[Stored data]
- - - - - - -

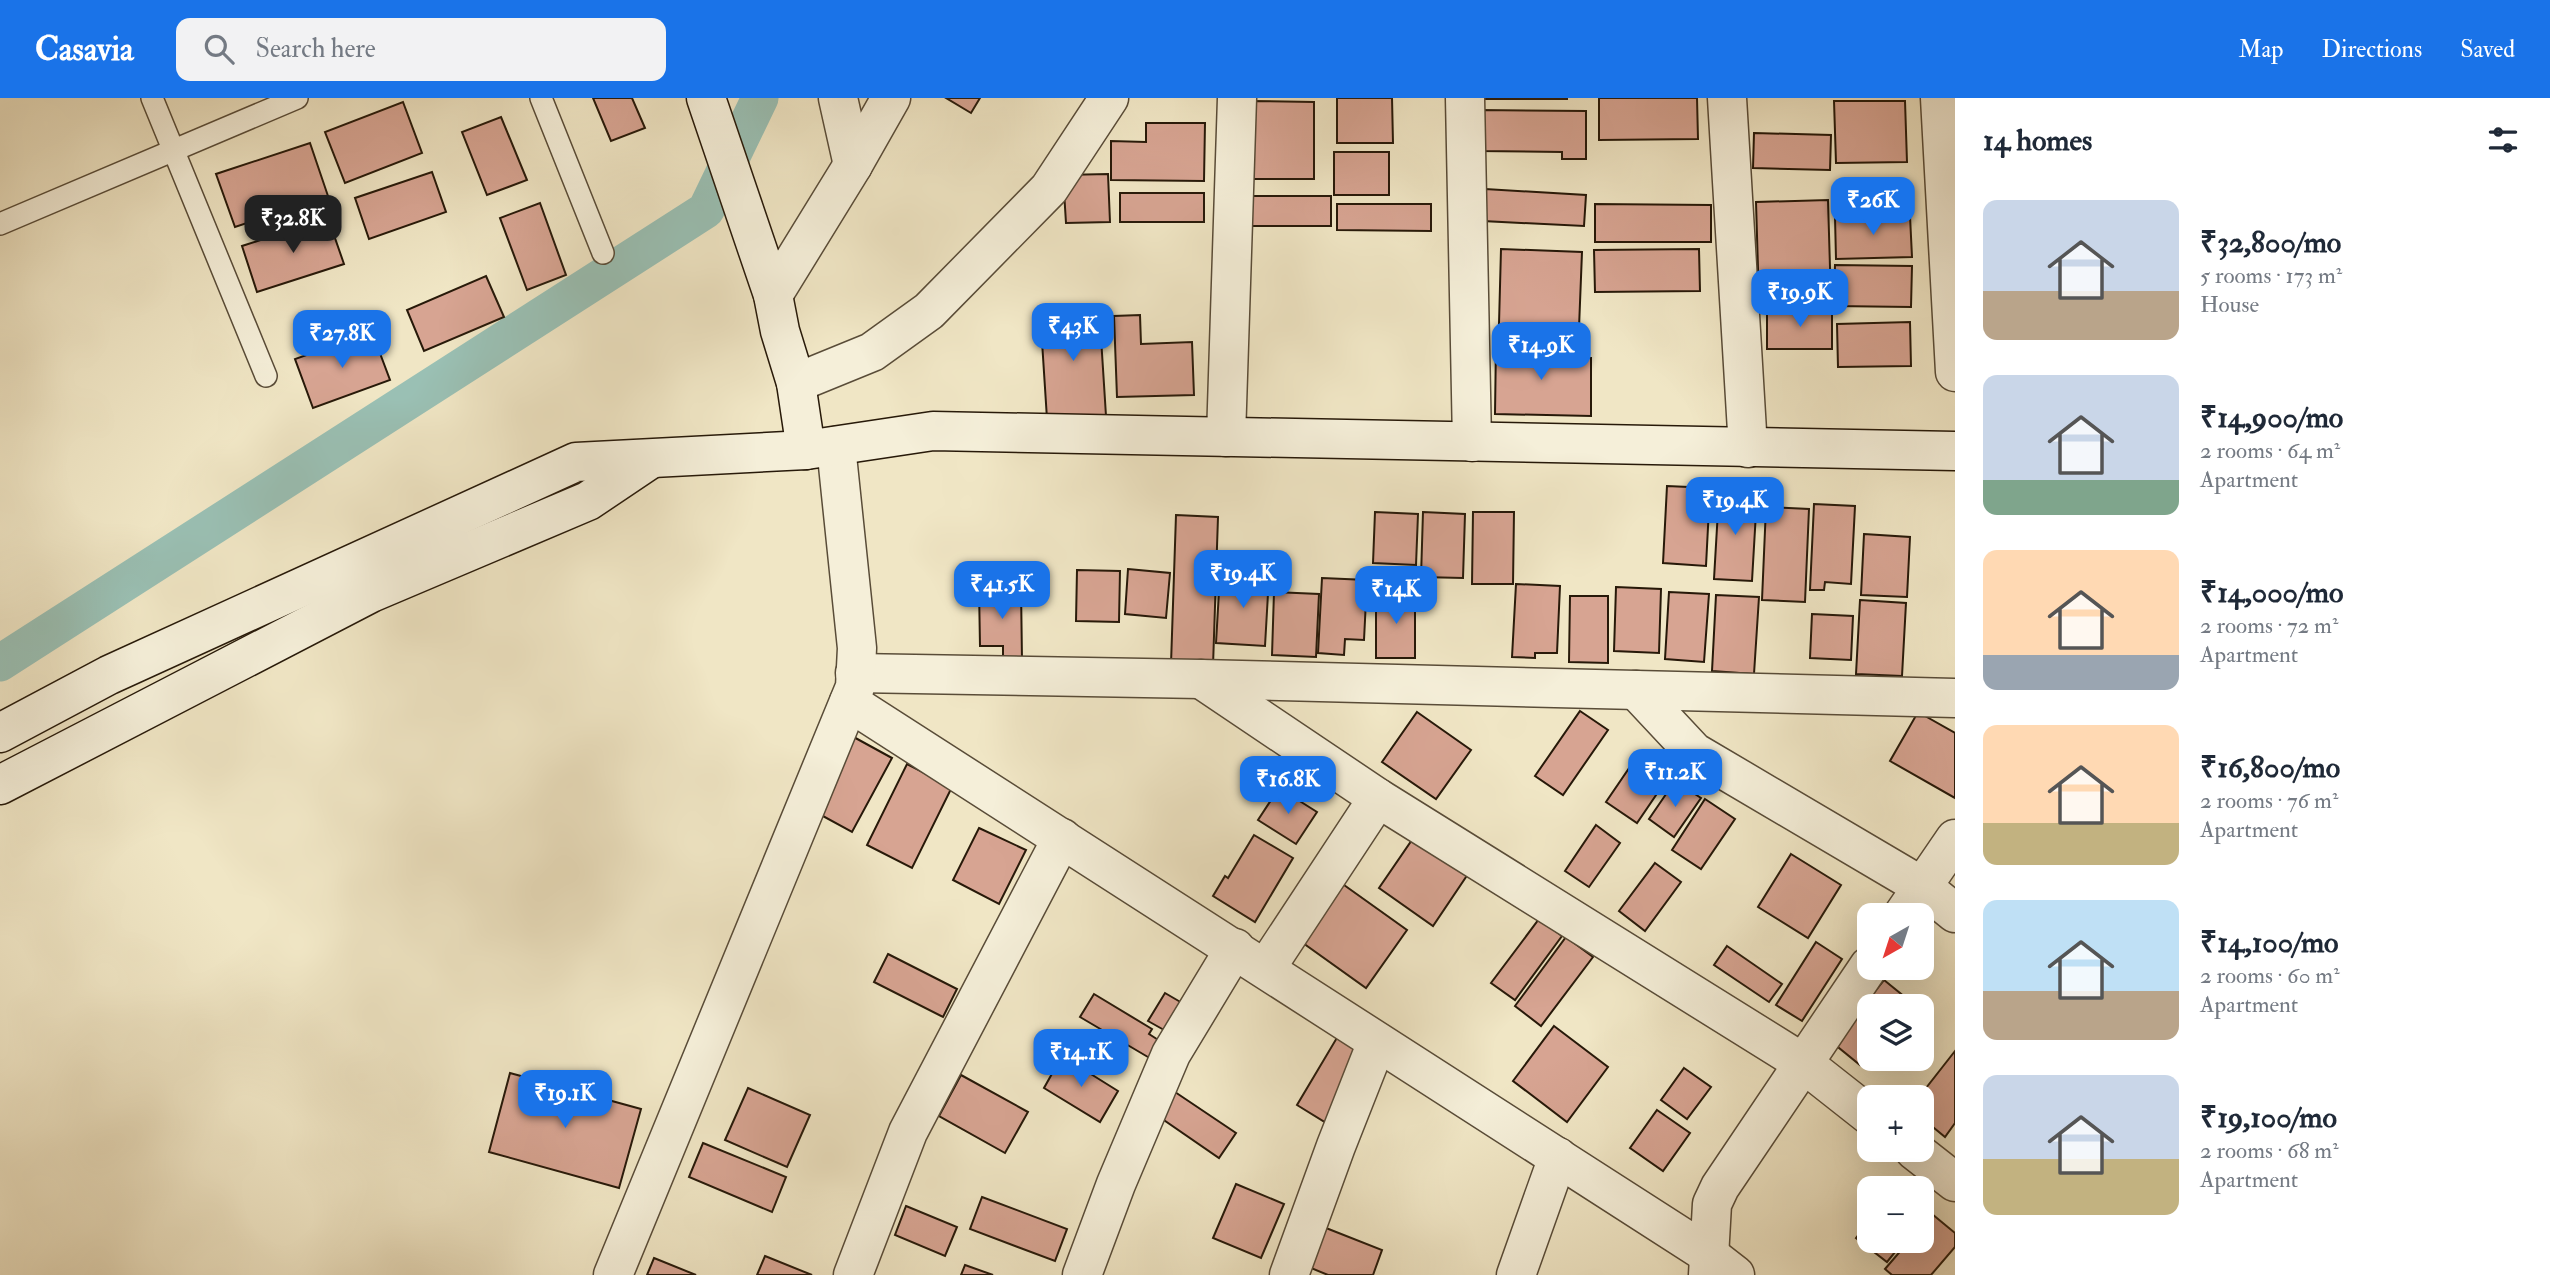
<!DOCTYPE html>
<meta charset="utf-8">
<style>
:root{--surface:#fff;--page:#f2f2f3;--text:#1f2937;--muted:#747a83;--accent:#1a73e8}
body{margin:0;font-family:"IM FELL Double Pica",serif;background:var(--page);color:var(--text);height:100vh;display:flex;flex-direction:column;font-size:26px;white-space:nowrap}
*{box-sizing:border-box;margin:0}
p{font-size:23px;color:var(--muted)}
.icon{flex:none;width:38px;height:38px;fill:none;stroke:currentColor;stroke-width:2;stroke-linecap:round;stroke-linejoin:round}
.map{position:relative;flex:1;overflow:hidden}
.panel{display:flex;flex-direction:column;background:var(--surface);width:595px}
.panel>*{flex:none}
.needle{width:46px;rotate:219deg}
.fabs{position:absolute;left:1857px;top:805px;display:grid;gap:14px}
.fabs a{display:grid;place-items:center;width:77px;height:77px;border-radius:14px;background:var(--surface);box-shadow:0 7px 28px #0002;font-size:35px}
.price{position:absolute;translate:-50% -60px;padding:0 16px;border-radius:14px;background:var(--accent);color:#fff;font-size:23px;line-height:46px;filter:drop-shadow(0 2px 4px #0008)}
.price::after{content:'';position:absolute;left:50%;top:42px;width:21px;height:16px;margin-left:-10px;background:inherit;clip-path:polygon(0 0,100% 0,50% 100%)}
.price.selected{background:#222;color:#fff}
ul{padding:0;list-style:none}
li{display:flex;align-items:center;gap:21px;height:175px;padding:0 28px}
li span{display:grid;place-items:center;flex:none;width:196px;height:140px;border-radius:14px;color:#555}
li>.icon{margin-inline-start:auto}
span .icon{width:84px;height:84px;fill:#fffc;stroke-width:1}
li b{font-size:30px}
h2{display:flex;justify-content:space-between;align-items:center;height:84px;padding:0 28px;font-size:30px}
header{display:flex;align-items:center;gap:42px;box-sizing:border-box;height:98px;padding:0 35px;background:var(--accent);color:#fff}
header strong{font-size:33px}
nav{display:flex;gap:38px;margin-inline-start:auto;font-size:24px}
.search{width:490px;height:63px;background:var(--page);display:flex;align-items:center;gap:18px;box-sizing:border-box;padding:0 24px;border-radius:14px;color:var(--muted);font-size:26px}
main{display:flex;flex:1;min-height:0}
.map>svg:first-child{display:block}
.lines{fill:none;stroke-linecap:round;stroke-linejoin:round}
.canal{stroke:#9ac0b4;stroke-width:37}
.building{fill:#d7a492;stroke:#271909;stroke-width:2}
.lane-casing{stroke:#594c38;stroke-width:24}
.street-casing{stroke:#594c38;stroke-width:41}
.secondary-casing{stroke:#271909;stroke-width:41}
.lane{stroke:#f5efd9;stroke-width:21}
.street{stroke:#f5efd9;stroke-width:38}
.secondary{stroke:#f5efd9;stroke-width:38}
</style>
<header>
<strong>Casavia</strong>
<div class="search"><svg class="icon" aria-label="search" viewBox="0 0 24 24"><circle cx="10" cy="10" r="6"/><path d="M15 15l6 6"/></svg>Search here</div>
<nav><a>Map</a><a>Directions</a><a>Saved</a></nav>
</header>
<main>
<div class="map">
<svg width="1955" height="1177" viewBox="0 0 1955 1177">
<rect width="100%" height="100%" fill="#f0e6c5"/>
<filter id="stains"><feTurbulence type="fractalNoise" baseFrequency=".00286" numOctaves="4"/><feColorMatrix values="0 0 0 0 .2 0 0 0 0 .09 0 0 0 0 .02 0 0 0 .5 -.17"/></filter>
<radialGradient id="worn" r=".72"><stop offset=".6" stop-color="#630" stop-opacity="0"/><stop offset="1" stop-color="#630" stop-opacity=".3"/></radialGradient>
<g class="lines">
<polyline class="canal" points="0,565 706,112 760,0"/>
</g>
<g class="building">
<polygon points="593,0 632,0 645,30 611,43"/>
<polygon points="946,0 980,0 971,15"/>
<polygon points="1337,0 1392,0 1393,45 1337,45"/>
<rect x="1475" y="0" width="92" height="1"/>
<polygon points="1599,0 1697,0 1698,41 1599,42"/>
<polygon points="1249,3 1314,4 1314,81 1248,81"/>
<polygon points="1834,3 1905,3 1907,64 1836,65"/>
<polygon points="403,4 422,55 345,85 325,34"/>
<polygon points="1478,12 1586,13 1586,61 1562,61 1562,54 1478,53"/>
<polygon points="501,19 527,82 487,97 462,34"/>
<polygon points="1146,25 1205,25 1204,83 1111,82 1111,43 1146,44"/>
<polygon points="1754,35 1831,37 1830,72 1753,70"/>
<polygon points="310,45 328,98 235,129 216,76"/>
<rect x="1334" y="54" width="55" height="43"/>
<polygon points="432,74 446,114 369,141 355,100"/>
<polygon points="1108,76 1110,124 1066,125 1063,77"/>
<polygon points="1485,91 1586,97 1584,128 1483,123"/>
<rect x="1120" y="95" width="84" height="29"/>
<rect x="1249" y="98" width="82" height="30"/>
<polygon points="1828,102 1831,203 1759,204 1756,104"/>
<polygon points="540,105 566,177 527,192 500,120"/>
<polygon points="1337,106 1431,106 1431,133 1337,132"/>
<polygon points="1595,106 1711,107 1711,144 1595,144"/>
<polygon points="1910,118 1912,159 1836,161 1835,119"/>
<polygon points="328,120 344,166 257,194 242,148"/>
<polygon points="1501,151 1582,154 1579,230 1499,226"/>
<polygon points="1699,151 1700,193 1595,194 1594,152"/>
<polygon points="1835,167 1912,168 1911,209 1834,208"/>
<polygon points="486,178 504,219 424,253 407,212"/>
<polygon points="1099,208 1106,318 1047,321 1040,212"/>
<polygon points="1832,210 1832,251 1767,251 1767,211"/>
<polygon points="1140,217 1141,246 1192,244 1194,297 1117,299 1114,218"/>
<polygon points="1910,224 1911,268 1838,269 1837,226"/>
<polygon points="372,234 390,282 313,310 295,261"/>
<polygon points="1496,245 1551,247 1551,259 1591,260 1591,318 1495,316"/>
<polygon points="1667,388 1710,390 1706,468 1663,465"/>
<polygon points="1719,395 1757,397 1752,483 1714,481"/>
<polygon points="1814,406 1855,408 1851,486 1825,484 1824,492 1810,492"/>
<polygon points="1766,409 1809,411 1805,504 1762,502"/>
<polygon points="1375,414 1418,416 1416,467 1373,465"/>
<polygon points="1423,414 1465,416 1463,480 1421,479"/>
<polygon points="1473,414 1514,414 1513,486 1472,486"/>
<polygon points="1176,417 1218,419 1213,568 1171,566"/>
<polygon points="1864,436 1910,439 1907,499 1861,497"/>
<polygon points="1128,471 1170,475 1166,520 1125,516"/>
<polygon points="1077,472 1120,473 1119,524 1076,523"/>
<polygon points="1220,476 1269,478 1265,548 1216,545"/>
<polygon points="1322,480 1367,482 1364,542 1345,541 1344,557 1318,555"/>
<polygon points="1516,486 1560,488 1557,555 1535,555 1535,560 1512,559"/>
<polygon points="1616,489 1661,491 1659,555 1614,553"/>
<polygon points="979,490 1021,490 1022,562 1003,562 1003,548 980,548"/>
<polygon points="1274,494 1319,496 1316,559 1272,557"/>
<polygon points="1669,494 1709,496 1704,564 1665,561"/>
<rect x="1376" y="495" width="39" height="65"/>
<polygon points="1716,497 1759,499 1754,576 1712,573"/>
<polygon points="1570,498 1608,498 1608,565 1569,564"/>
<polygon points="1860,502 1906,505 1902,578 1856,576"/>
<polygon points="1812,516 1853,518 1851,562 1810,560"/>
<polygon points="1580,613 1608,632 1563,697 1535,678"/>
<polygon points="1417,614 1471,652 1436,701 1382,664"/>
<polygon points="1918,614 1955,635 1955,700 1890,663"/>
<polygon points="850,637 892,660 852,734 810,711"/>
<polygon points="1638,657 1669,678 1637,725 1606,704"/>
<polygon points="907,666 952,689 912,770 867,747"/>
<polygon points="1675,683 1701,700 1674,739 1649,721"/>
<polygon points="1279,690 1317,714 1296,746 1258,722"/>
<polygon points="1705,701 1735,721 1701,771 1672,752"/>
<polygon points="1596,727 1620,745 1589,789 1565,773"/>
<polygon points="979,730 1026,752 999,806 953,782"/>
<polygon points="1254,737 1293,760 1255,824 1213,798 1225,778 1228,780"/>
<polygon points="1414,739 1468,776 1433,828 1379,790"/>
<polygon points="1791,756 1841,787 1808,840 1758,809"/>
<polygon points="1655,765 1681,784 1645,833 1619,813"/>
<polygon points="1337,782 1407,832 1366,890 1296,840"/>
<polygon points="1539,821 1562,838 1515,902 1491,885"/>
<polygon points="1566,839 1593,859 1541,928 1515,908"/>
<polygon points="1816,844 1842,861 1802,923 1776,907"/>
<polygon points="1727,848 1782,886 1769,904 1714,867"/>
<polygon points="888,856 957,891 943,919 874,884"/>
<polygon points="1884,882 1911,904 1908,908 1869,908 1869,956 1860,967 1833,945"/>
<polygon points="1165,895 1189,909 1173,937 1148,923"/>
<polygon points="1094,896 1152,931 1149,936 1163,945 1153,962 1080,919"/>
<polygon points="1554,928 1608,969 1567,1024 1513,983"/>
<polygon points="1338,938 1370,957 1328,1026 1297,1007"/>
<polygon points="1955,953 1955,1025 1945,1039 1922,1020 1922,999 1919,999"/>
<polygon points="1062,958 1118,993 1100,1024 1044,990"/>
<polygon points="1684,970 1711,989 1687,1021 1661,1002"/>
<polygon points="510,975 641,1011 619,1090 489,1054"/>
<polygon points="961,977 1028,1014 1005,1055 939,1018"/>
<polygon points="748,990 810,1017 787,1069 725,1042"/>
<polygon points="1175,994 1236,1035 1219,1060 1158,1018"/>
<polygon points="1657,1012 1690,1035 1663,1073 1630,1050"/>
<polygon points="703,1045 786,1079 772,1114 689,1079"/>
<polygon points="1236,1086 1284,1106 1261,1160 1213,1140"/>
<polygon points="982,1099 1067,1131 1055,1163 970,1131"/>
<polygon points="906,1108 957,1129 945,1158 895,1137"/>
<polygon points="1932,1116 1955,1135 1955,1149 1931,1177 1892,1177 1885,1171 1909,1143 1922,1143 1922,1128"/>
<polygon points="1869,1123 1869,1143 1904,1143 1887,1164 1856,1140"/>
<polygon points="1326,1130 1382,1152 1373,1177 1328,1177 1311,1170"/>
<polygon points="765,1158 812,1177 757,1177"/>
<polygon points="654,1160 696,1177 647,1177"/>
<polygon points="965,1167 993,1177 961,1177"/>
</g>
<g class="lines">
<defs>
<g id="lane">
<polyline points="152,0 266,278"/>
<polyline points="541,0 603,155"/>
<polyline points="0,126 297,0"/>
</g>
<g id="street">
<polyline points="838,0 853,67"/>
<polyline points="1465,0 1472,344"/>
<polyline points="1727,0 1748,350"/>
<polyline points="1940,0 1955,274"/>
<polyline points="773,197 853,67 891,0"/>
<polyline points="796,285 872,254 929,213 1049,91 1109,0"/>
<polyline points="1226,339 1237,0"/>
<polyline points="855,575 1201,581 1955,600"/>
<polyline points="1201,581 1378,700 1803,965 1869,1017"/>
<polyline points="1636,592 1694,654 1923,789 1955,815"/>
<polyline points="849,604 1708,1156 1735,1177"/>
<polyline points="1903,817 1955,741"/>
<polyline points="1266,870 1378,700"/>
<polyline points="1914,1052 1955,1084"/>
<polyline points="613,1177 855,589 857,550 836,348"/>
<polyline points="853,1177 908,1034 1062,740"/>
<polyline points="1082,1177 1116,1086 1171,956 1235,850"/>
<polyline points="1289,1177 1336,1048 1377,944"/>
<polyline points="1516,1177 1558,1059"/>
<polyline points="1708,1177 1712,1106 1720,1089 1869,868"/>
</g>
<g id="secondary">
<polyline points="706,0 773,197 780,233 796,285 806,352"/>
<polyline points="0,635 109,577 576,364 806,352 933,333 1955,353"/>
<polyline points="0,687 371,495 588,403 649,362"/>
</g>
</defs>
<use href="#lane" class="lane-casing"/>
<use href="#street" class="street-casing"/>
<use href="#secondary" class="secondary-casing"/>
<use href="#lane" class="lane"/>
<use href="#street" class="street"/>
<use href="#secondary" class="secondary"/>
</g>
<rect width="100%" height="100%" filter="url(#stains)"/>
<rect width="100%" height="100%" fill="url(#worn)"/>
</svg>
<div class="fabs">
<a><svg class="needle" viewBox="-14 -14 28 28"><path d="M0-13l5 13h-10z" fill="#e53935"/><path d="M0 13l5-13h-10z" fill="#747a83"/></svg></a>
<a><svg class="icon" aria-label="layers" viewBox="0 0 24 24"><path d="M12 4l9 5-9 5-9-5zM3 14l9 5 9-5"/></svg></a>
<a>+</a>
<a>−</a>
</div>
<b class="price" style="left:1873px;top:139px">₹26K</b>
<b class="price selected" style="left:293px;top:157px">₹32.8K</b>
<b class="price" style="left:1800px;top:231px">₹19.9K</b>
<b class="price" style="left:1073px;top:265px">₹43K</b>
<b class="price" style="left:342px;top:272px">₹27.8K</b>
<b class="price" style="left:1541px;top:284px">₹14.9K</b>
<b class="price" style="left:1735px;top:439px">₹19.4K</b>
<b class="price" style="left:1243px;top:512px">₹19.4K</b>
<b class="price" style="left:1002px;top:523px">₹41.5K</b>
<b class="price" style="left:1396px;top:528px">₹14K</b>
<b class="price" style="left:1675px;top:711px">₹11.2K</b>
<b class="price" style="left:1288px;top:718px">₹16.8K</b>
<b class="price" style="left:1081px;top:991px">₹14.1K</b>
<b class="price" style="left:565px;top:1032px">₹19.1K</b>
</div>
<section class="panel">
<h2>14 homes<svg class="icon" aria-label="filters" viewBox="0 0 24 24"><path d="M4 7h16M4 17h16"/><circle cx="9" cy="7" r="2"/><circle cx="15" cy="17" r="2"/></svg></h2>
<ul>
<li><span style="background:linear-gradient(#c9d6e8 65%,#b9a48a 0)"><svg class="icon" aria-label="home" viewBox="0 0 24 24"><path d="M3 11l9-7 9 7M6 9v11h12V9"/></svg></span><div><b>₹32,800/mo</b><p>5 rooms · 173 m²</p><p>House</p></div></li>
<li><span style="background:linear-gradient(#c9d6e8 75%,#7fa58c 0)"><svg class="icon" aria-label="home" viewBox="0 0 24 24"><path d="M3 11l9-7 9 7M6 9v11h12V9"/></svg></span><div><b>₹14,900/mo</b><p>2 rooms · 64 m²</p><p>Apartment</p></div></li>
<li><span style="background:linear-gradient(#ffd9b3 75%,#9aa5b1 0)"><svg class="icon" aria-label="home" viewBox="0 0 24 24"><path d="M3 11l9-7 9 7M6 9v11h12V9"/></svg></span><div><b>₹14,000/mo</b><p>2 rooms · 72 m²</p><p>Apartment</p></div></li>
<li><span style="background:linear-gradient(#ffd9b3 70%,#c2b280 0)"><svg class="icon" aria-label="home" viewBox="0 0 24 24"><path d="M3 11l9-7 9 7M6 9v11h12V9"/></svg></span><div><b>₹16,800/mo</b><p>2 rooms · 76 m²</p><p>Apartment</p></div></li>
<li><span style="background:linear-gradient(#bfe0f5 65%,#b9a48a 0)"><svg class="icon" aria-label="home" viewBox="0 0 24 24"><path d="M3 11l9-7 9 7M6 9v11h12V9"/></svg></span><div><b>₹14,100/mo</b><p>2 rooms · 60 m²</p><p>Apartment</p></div></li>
<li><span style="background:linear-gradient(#c9d6e8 60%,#c2b280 0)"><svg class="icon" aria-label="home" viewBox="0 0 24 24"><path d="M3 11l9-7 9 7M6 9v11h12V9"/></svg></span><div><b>₹19,100/mo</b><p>2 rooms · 68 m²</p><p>Apartment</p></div></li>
</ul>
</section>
</main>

- - - - - - -

## [Brief]
Above are the records; report each line in them that includes the word "column".

## [Solution to this exercise]
body{margin:0;font-family:"IM FELL Double Pica",serif;background:var(--page);color:var(--text);height:100vh;display:flex;flex-direction:column;font-size:26px;white-space:nowrap}
.panel{display:flex;flex-direction:column;background:var(--surface);width:595px}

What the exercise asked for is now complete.